Banco Sofitasa (SOciedad FInanciera del TÁchira SA) is a Venezuelan universal bank based in San Cristóbal. Its primary market is in Barinas and the Andean Region and is the only bank in Venezuela with its main headquarters in the Andean region following the closure of Banfoandes. Banco Sofitasa can be found in 18 of Venezuela's 23 states.

==History==
Banco Sofitasa was originally founded as a small financial institution in the 1980s by Juan Antonio Galeazzi Contreras. It was replaced in January 1990 by a regional commercial bank. In 2001, it became a universal bank, the first regional commercial bank to be approved as a universal bank in western Venezuela.

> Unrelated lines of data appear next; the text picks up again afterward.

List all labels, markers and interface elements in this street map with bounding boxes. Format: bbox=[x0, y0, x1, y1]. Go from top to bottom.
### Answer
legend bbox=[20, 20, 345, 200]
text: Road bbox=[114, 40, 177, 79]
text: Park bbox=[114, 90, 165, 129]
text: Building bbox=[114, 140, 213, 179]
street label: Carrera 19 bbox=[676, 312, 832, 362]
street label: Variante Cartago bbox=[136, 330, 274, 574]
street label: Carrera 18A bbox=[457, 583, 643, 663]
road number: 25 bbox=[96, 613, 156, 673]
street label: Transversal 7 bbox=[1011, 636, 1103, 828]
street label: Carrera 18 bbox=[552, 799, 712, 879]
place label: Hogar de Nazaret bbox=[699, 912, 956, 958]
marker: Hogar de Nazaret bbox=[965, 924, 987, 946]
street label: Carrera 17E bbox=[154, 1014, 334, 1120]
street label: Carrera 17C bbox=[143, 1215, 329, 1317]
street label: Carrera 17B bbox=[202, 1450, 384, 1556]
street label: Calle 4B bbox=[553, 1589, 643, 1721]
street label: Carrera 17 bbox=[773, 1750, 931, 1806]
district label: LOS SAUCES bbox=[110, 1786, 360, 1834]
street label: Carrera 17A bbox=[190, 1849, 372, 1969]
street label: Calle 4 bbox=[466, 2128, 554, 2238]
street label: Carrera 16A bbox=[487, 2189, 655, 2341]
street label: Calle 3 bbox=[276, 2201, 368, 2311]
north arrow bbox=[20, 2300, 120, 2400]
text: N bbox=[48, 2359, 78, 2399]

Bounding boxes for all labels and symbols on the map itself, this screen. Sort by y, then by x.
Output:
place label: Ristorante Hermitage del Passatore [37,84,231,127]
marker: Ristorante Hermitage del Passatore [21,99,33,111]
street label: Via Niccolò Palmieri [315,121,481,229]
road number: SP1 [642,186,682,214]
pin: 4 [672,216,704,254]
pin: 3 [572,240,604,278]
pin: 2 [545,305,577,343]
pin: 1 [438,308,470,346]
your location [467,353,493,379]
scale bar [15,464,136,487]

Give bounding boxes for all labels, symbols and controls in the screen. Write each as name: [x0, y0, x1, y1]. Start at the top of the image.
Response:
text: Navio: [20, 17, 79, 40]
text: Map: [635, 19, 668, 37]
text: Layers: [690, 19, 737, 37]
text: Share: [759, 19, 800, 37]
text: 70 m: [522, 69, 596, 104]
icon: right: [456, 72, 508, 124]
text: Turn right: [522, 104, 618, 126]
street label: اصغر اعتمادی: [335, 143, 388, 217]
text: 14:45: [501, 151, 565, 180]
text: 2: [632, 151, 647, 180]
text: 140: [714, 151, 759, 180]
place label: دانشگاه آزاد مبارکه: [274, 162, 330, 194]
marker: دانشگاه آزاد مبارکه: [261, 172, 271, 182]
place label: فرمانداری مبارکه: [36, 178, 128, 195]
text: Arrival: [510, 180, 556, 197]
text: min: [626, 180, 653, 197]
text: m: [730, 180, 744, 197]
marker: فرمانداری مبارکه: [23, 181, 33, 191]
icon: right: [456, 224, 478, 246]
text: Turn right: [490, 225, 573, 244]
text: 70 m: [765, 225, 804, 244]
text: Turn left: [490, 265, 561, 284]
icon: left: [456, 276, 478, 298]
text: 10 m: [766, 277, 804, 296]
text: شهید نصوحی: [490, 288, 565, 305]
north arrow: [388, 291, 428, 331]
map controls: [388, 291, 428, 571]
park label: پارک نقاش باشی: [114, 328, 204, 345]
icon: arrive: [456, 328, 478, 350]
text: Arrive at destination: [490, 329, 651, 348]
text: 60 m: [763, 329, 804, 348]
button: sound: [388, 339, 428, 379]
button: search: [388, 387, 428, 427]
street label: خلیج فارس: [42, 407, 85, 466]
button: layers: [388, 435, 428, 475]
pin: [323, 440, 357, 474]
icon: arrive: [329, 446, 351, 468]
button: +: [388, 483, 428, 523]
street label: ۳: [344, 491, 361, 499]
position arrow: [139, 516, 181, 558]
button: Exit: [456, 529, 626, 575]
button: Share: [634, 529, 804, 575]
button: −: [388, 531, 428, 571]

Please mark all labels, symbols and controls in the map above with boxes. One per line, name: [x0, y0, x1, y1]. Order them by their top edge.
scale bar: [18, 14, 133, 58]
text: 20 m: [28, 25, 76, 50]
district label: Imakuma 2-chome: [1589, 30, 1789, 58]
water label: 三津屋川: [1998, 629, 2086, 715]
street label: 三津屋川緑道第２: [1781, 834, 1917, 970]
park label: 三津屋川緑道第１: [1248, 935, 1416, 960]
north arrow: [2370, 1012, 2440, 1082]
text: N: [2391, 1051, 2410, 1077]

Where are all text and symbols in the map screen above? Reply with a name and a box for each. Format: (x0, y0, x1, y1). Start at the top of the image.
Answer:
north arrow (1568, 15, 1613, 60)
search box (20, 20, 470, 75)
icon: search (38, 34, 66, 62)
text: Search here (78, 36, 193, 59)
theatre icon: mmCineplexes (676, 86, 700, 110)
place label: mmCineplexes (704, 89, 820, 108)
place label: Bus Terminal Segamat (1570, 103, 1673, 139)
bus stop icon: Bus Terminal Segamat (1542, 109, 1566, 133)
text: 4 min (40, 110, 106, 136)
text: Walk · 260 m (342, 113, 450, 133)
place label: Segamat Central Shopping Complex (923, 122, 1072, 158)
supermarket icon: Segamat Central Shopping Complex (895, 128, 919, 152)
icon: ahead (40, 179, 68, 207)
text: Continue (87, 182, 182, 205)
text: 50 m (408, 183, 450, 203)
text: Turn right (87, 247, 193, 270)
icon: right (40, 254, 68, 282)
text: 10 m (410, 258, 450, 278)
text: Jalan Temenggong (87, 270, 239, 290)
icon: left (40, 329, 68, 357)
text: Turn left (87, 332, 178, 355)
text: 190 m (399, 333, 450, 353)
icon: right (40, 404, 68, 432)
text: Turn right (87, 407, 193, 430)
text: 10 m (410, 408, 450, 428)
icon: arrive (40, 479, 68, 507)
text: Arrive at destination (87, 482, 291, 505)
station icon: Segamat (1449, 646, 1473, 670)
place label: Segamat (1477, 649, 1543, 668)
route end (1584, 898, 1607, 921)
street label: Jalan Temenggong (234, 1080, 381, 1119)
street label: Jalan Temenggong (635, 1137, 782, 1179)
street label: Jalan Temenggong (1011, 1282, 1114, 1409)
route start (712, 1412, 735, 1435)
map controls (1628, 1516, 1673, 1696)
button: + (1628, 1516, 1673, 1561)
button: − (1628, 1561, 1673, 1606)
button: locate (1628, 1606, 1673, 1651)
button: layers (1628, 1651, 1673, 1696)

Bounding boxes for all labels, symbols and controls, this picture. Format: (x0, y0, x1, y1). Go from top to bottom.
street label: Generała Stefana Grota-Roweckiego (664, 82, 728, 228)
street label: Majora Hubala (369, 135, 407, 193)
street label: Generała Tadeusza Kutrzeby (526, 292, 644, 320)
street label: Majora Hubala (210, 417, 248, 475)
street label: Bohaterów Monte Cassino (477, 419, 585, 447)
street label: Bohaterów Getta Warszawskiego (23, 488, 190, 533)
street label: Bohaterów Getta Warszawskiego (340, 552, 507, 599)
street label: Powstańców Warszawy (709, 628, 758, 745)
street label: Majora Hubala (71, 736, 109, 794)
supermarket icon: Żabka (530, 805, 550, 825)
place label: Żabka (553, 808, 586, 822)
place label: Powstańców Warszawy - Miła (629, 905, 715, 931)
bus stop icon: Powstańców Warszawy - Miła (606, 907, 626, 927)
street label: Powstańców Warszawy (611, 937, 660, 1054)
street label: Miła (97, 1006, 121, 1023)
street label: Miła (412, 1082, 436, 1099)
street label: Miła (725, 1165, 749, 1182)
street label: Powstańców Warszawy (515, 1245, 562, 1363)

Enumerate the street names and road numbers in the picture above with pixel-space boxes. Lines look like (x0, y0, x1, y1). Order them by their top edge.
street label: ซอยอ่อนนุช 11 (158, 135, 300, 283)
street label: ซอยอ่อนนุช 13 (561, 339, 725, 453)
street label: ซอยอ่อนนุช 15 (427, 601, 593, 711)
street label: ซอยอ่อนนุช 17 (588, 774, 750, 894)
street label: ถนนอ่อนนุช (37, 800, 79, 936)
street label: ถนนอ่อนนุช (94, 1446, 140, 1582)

Its status as a universal bank then allowed it to offer a variety of services, including leasing and real estate, investment banking, and lending. Sofitasa is a member of the Banking Association of Venezuela.

Following the 2012 death of Galeazzi, Ángel Gonzalo Medina assumed the presidency until 2018, when Óscar Antonio Galeazzi Mogollón was voted in. Ramón Evencio Molina Duran was voted to replace him in March 2022 after his four-year term ended. Adelis Chávez, brother of President Hugo Chávez, served as the bank's vice president for a number of years. Under him, Sofitasa handled much of the government's banking.

The bank is partnered with Deportivo Táchira F.C.